What can you, as an impressionably keen reader, take from this one sentence? What kind of details can you scoop out of this one mediocre statement? I hope you’re imaginative enough to grow this seed into an enormous tree with radiating branches because that’s the sole purpose of this song lyric. It’s meant to tell a story. It’s meant to evoke a spark that’s within you to fan it into a flame.
Ever since I was a little girl, I’ve been absolutely fascinated by hip hop music. Don’t get me wrong, I’m not into the recent type of mumble rap that’s super mainstream in pop culture right now. When I say hip hop, I mean hip hop from the ’90s. Back when people used to wear doo rags, loose jeans and bandannas, and legends like Tupac and Biggie Smalls were alive was the highest point in hip hop and urban culture. Back when artists rapped about what really mattered and cared about having their voices heard. This particular song, Brenda’s Got a Baby, by Tupac Shakur is about the hardships of growing up in the ghettos living from paycheck to paycheck with little to no education. I could go on and on about the symbolism, themes, and motifs of the song but that’s an entirely separate piece of writing on its own.
The point I’m trying to make is that hip hop is not just about dropping a few bars on a beat. Not to me at least. It’s probably the most artistic way of telling a story, of getting an important story heard to the not-so-easily impressed, judgmental public. Artists used it as a medium to showcase their art to the world. I particularly enjoy Tupac and Nas’s works. They rap about real-world problems such as being oppressed as a minority race, the historical complications that their ancestors faced in the 1800s, and their hopes for the changes of the future. Most of their albums are extremely sentimental and the thing is, people are able to relate to it. It’s not like the music you hear now on radios where artists boast about their possessions or the amount of money they make. It’s so much more than that. Hip hop is a way for people to execute their feelings, thoughts, and dreams in an artistic way. I do the same thing, but with painting.
About three years ago, I was given the chance to showcase my personality and interests through an art exhibition at my high school. I made eight different paintings using acrylic and oil paint to get across my own point-of-view of things, my own fascinations. My exhibition had the same title as this article and followed the same content as well. I told stories through different shades of paint about how hip hop influenced me, allowed me to learn about certain things through a creative outlet, and in a way, I was just like Tupac. I was able to tell so many different stories about my life and my personality through each piece of artwork. I got through to many different people from different backgrounds and fortunately covered a lot of content in just a single painting.
No matter which medium you use, you are always able to tell a story. Whether it’s an ordinary, not-so-special method or an extravagant, eye-opening method, you can always tell a story and get through to so many people. Movies, songs, poems, novels, art, musicals, and spoken word poetry; are all the creative methods used to tell stories. But what about the small, unimportant things you do in your daily life?
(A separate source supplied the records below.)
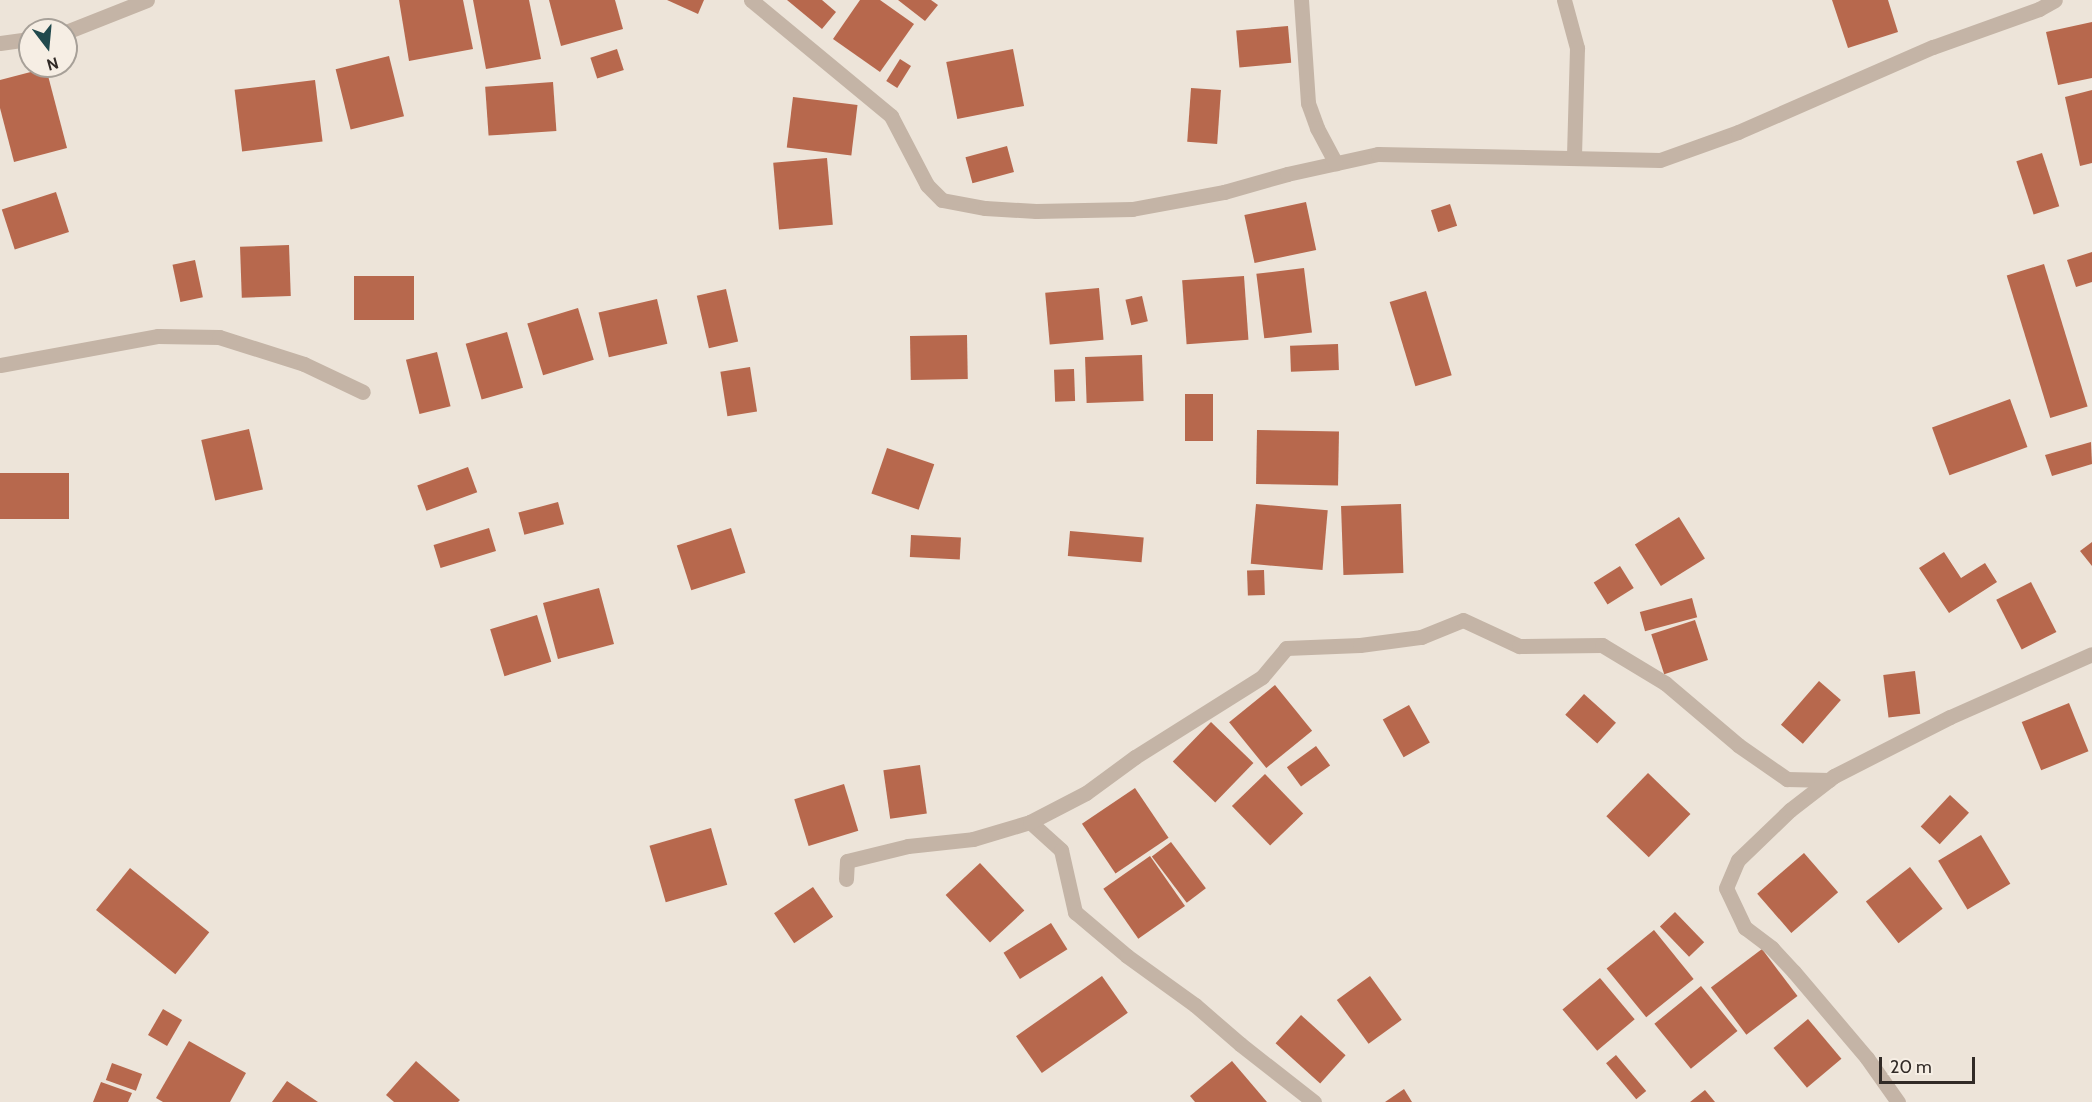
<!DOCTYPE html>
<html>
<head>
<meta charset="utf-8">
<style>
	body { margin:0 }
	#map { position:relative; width:2092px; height:1102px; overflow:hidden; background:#ede4d9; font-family:Cabin,sans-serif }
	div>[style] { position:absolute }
	.building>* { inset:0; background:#b7684d; transform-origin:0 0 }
	.street>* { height:15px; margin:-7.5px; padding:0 7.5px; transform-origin:7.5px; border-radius:7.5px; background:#c4b4a6 }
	span { translate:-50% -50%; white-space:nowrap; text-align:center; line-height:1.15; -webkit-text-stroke:6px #f6eee4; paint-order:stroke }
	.north { position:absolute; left:18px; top:18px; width:60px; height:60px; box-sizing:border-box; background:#f6eee4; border:2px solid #a7a098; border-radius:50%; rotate:164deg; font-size:16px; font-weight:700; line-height:24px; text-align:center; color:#312a26 }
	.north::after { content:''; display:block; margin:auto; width:21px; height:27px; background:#21494d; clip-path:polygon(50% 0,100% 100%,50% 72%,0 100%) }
	.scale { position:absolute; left:1879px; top:1057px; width:96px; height:27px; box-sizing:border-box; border:3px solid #312a26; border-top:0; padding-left:8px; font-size:18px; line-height:21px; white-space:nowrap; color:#312a26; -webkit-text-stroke:4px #f6eee4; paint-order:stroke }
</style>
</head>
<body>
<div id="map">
	<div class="building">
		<div style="clip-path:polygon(399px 0,463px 0,473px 49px,409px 61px)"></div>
		<div style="clip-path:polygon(473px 0,529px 0,541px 59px,486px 69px)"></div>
		<div style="clip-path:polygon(549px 0,615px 0,623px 29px,561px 46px)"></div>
		<div style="clip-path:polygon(667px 0,704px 0,698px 14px)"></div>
		<div style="clip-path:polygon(787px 0,822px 0,836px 12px,822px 29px)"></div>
		<div style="clip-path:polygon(860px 0,880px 0,914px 24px,880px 72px,833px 39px)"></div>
		<div style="clip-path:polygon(898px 0,931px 0,938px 5px,925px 21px)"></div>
		<div style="clip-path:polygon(1832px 0,1888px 0,1898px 32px,1848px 48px)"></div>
		<div style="clip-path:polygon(2092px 22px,2092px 78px,2058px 85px,2046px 32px)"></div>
		<div style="left:1288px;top:26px;width:37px;height:52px;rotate:85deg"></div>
		<div style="left:617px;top:49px;width:22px;height:28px;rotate:72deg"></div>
		<div style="left:1013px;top:49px;width:58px;height:68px;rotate:79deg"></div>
		<div style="left:389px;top:56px;width:62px;height:55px;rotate:76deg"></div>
		<div style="left:900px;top:59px;width:13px;height:26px;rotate:32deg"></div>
		<div style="clip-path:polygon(46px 68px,67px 148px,14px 162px,0 108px,0 80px)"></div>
		<div style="left:315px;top:80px;width:62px;height:81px;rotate:83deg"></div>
		<div style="left:553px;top:82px;width:49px;height:68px;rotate:86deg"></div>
		<div style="left:1191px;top:88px;width:30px;height:54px;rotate:4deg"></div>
		<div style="clip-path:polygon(2092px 90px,2092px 163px,2080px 166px,2065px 97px)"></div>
		<div style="left:793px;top:97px;width:65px;height:51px;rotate:7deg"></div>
		<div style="left:1007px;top:146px;width:27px;height:43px;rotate:75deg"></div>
		<div style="left:2042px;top:153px;width:56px;height:27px;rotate:72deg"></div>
		<div style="left:827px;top:158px;width:67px;height:54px;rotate:85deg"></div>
		<div style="left:56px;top:192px;width:42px;height:57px;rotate:72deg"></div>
		<div style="left:1306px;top:202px;width:49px;height:63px;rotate:78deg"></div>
		<div style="left:1450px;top:204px;width:23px;height:20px;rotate:72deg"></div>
		<div style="left:289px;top:245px;width:51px;height:49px;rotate:88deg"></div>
		<div style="clip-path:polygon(2092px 252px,2092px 282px,2076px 287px,2067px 260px)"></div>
		<div style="left:195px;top:260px;width:38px;height:23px;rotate:78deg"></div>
		<div style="left:2044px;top:264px;width:149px;height:39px;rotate:73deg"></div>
		<div style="left:1304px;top:268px;width:65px;height:48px;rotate:83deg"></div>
		<div style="left:354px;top:276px;width:60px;height:44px"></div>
		<div style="left:1244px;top:276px;width:64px;height:62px;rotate:86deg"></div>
		<div style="left:1099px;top:288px;width:52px;height:54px;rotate:85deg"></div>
		<div style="left:726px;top:289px;width:54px;height:30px;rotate:77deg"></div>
		<div style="left:1426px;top:291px;width:88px;height:38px;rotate:73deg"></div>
		<div style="left:1142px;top:296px;width:26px;height:17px;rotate:77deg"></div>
		<div style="left:657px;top:299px;width:46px;height:60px;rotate:77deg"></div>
		<div style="left:578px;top:308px;width:54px;height:53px;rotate:73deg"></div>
		<div style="left:507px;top:332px;width:58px;height:43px;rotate:74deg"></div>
		<div style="left:967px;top:335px;width:44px;height:57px;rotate:89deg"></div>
		<div style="left:1338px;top:344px;width:26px;height:48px;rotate:88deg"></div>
		<div style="left:437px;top:352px;width:56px;height:32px;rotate:76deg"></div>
		<div style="left:1142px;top:355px;width:46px;height:57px;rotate:88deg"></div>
		<div style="left:750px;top:367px;width:45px;height:30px;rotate:81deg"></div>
		<div style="left:1074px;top:369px;width:32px;height:20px;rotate:88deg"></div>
		<div style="left:1185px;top:394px;width:28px;height:47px"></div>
		<div style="left:2010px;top:399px;width:51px;height:83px;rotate:70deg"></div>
		<div style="left:249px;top:429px;width:62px;height:49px;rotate:77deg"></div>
		<div style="left:1257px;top:430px;width:82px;height:54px;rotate:1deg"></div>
		<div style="clip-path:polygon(2091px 442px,2092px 464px,2052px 476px,2045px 455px)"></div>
		<div style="left:887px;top:448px;width:50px;height:48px;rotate:19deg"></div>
		<div style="left:468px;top:467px;width:27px;height:54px;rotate:70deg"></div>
		<div style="left:0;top:473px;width:69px;height:46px"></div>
		<div style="left:558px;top:502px;width:23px;height:41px;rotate:75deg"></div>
		<div style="left:1256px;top:504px;width:72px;height:60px;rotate:5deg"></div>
		<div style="left:1401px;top:504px;width:69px;height:60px;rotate:88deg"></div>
		<div style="left:1679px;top:517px;width:49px;height:52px;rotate:58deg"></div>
		<div style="left:489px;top:528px;width:24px;height:58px;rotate:73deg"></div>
		<div style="left:731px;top:528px;width:47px;height:57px;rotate:72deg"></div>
		<div style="left:1070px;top:531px;width:74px;height:25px;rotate:5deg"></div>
		<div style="left:911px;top:535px;width:50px;height:22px;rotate:3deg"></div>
		<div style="clip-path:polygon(2092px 542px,2092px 566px,2080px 551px)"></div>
		<div style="clip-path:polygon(1944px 552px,1961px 578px,1985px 563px,1997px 582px,1949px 613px,1919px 568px)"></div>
		<div style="left:1620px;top:566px;width:26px;height:31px;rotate:58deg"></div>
		<div style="left:1264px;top:570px;width:25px;height:17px;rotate:88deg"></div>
		<div style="left:2031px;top:582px;width:56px;height:39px;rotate:63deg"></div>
		<div style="left:599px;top:588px;width:58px;height:58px;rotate:75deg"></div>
		<div style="left:1692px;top:598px;width:20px;height:54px;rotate:75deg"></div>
		<div style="left:537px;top:615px;width:49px;height:49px;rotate:73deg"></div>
		<div style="left:1695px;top:620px;width:42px;height:46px;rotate:72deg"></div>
		<div style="left:1915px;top:671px;width:43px;height:32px;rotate:83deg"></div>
		<div style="left:1819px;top:681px;width:29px;height:58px;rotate:41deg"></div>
		<div style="left:1275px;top:685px;width:59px;height:59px;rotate:51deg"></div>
		<div style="left:1584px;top:694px;width:43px;height:28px;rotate:42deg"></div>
		<div style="left:2069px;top:703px;width:52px;height:51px;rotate:68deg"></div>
		<div style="left:1409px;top:705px;width:43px;height:30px;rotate:61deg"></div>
		<div style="left:1211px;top:722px;width:59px;height:55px;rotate:44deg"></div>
		<div style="left:1316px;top:746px;width:24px;height:36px;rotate:54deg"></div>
		<div style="left:920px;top:765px;width:49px;height:37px;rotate:82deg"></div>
		<div style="left:1648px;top:773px;width:59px;height:60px;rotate:44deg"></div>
		<div style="left:1265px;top:774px;width:55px;height:46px;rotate:46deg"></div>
		<div style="left:844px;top:784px;width:49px;height:52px;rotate:73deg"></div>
		<div style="left:1135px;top:788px;width:60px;height:64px;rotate:56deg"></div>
		<div style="left:1950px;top:795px;width:26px;height:43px;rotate:43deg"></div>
		<div style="left:711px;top:828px;width:59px;height:64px;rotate:74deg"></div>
		<div style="left:1981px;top:835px;width:57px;height:50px;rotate:59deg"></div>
		<div style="left:1171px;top:842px;width:58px;height:24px;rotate:53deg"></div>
		<div style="left:1804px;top:853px;width:52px;height:62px;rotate:49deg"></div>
		<div style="left:1150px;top:856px;width:61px;height:57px;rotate:55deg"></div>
		<div style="left:980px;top:863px;width:65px;height:47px;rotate:47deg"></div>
		<div style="left:1910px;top:867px;width:53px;height:56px;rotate:52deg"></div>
		<div style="left:130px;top:868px;width:102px;height:54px;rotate:39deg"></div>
		<div style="left:813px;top:887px;width:36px;height:47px;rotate:56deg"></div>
		<div style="left:1675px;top:912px;width:42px;height:21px;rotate:46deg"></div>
		<div style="left:1051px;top:923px;width:31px;height:56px;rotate:58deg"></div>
		<div style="left:1654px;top:930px;width:63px;height:61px;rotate:51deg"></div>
		<div style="left:1762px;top:949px;width:59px;height:64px;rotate:53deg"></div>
		<div style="left:1102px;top:976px;width:45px;height:105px;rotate:55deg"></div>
		<div style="left:1370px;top:976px;width:54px;height:41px;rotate:54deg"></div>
		<div style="left:1600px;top:978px;width:54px;height:49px;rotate:50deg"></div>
		<div style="left:1701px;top:986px;width:58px;height:60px;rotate:51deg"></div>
		<div style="left:163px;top:1009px;width:22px;height:30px;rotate:30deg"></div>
		<div style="left:1301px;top:1015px;width:60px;height:38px;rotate:42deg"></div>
		<div style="left:1808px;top:1019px;width:52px;height:45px;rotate:50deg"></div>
		<div style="clip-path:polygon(189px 1041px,246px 1073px,230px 1102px,163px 1102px,156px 1098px)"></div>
		<div style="left:1616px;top:1055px;width:47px;height:13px;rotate:50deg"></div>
		<div style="clip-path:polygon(416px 1061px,460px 1100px,458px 1102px,394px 1102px,386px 1095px)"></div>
		<div style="clip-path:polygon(1232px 1061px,1267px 1102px,1195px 1102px,1190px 1096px)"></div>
		<div style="left:112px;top:1063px;width:32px;height:18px;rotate:20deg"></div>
		<div style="clip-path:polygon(287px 1081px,318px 1102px,272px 1102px)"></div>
		<div style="clip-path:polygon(101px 1082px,132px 1093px,128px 1102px,93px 1102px)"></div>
		<div style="clip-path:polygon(1404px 1089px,1412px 1102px,1385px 1102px)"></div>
		<div style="clip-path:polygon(1705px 1090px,1715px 1102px,1690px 1102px)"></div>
	</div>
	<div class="street">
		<div style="left:751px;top:0;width:182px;rotate:39.6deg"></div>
		<div style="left:891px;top:116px;width:78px;rotate:62.4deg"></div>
		<div style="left:927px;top:185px;width:21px;rotate:45deg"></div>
		<div style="left:942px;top:200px;width:44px;rotate:10.5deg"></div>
		<div style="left:985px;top:208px;width:51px;rotate:3.4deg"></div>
		<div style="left:1036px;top:211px;width:96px;rotate:-1.2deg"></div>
		<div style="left:1132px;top:209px;width:94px;rotate:-10.5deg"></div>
		<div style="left:1224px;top:192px;width:66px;rotate:-15.9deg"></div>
		<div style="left:1287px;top:174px;width:93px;rotate:-12.4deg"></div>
		<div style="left:1378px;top:154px;width:282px;rotate:1.2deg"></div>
		<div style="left:1660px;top:160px;width:83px;rotate:-19.7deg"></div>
		<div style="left:1738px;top:132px;width:213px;rotate:-23.6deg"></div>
		<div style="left:1933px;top:47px;width:113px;rotate:-19.7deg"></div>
		<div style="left:2039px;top:9px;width:18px;rotate:-29deg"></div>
		<div style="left:1301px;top:0;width:103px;rotate:86.1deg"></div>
		<div style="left:1308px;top:103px;width:27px;rotate:70deg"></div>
		<div style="left:1317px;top:128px;width:40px;rotate:62deg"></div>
		<div style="left:1564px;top:0;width:50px;rotate:74.8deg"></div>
		<div style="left:1577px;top:48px;width:110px;rotate:91.6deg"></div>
		<div style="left:66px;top:32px;width:87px;rotate:-21.6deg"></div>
		<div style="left:0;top:43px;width:30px;rotate:-8deg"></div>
		<div style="left:0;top:365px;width:161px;rotate:-10.4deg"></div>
		<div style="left:158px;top:336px;width:61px;rotate:0.9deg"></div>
		<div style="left:219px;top:337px;width:89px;rotate:17.6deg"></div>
		<div style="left:304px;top:364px;width:65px;rotate:25.4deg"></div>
		<div style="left:1030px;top:822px;width:42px;rotate:42.1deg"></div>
		<div style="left:1061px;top:850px;width:64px;rotate:77.3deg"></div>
		<div style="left:1075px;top:912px;width:68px;rotate:40.2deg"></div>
		<div style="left:1127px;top:956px;width:84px;rotate:35.8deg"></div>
		<div style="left:1195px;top:1005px;width:60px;rotate:40.9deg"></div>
		<div style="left:1240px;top:1044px;width:94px;rotate:38.1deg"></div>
		<div style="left:846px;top:879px;width:18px;rotate:-87deg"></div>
		<div style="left:847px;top:861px;width:63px;rotate:-13.8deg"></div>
		<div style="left:908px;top:846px;width:65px;rotate:-6.1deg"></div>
		<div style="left:973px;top:839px;width:59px;rotate:-16.6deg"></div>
		<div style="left:1030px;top:822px;width:63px;rotate:-27.4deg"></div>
		<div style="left:1086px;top:793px;width:61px;rotate:-36.3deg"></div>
		<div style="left:1135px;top:757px;width:150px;rotate:-32.2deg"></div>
		<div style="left:1262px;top:677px;width:38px;rotate:-50deg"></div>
		<div style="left:1286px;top:648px;width:74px;rotate:-2.3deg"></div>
		<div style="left:1360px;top:645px;width:62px;rotate:-7.5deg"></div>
		<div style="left:1421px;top:637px;width:45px;rotate:-22deg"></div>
		<div style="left:1463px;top:620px;width:62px;rotate:24.9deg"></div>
		<div style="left:1519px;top:646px;width:83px;rotate:-0.7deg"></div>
		<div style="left:1602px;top:645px;width:74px;rotate:31.1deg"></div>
		<div style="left:1665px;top:683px;width:96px;rotate:40.3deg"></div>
		<div style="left:1738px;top:745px;width:60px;rotate:34.8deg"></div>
		<div style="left:1787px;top:779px;width:42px;rotate:1.4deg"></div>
		<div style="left:1898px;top:1102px;width:54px;rotate:-125.2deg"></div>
		<div style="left:1867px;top:1058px;width:113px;rotate:-130.3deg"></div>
		<div style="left:1794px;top:972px;width:33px;rotate:-133deg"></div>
		<div style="left:1772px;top:948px;width:34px;rotate:-143deg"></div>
		<div style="left:1745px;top:928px;width:44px;rotate:-115.4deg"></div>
		<div style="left:1726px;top:888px;width:30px;rotate:-67deg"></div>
		<div style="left:1738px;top:860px;width:72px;rotate:-43.9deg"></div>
		<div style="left:1790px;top:810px;width:56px;rotate:-37.7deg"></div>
		<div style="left:1834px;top:776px;width:130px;rotate:-27deg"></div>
		<div style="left:1950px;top:717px;width:155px;rotate:-23.9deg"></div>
	</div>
	<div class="north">N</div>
	<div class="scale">20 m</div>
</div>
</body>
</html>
All the habits and quirks that you think are too below average for you to creatively tell a story? Let me tell you now that everything we do in our lives are ways to tell stories.
After moving on from high school and going into university, I felt that I needed a new outlet of creativity to tell stories. I tried to join many different creative clubs and groups on campus but nothing seemed to fit until I found seventeen creations. Making videos, filming music videos, interviewing people, making playlists are all different ways of telling stories and I'm so glad to be able to work with them and let my creative juices flow. For me, I feel like it's more about the process and the overall story rather than what medium is used. If I had to choose between painting and filming another episode of iDiatime, I would choose whichever would tell the most interesting and exciting story. There are always questions to ask, ideas to discover, and of course, stories to tell.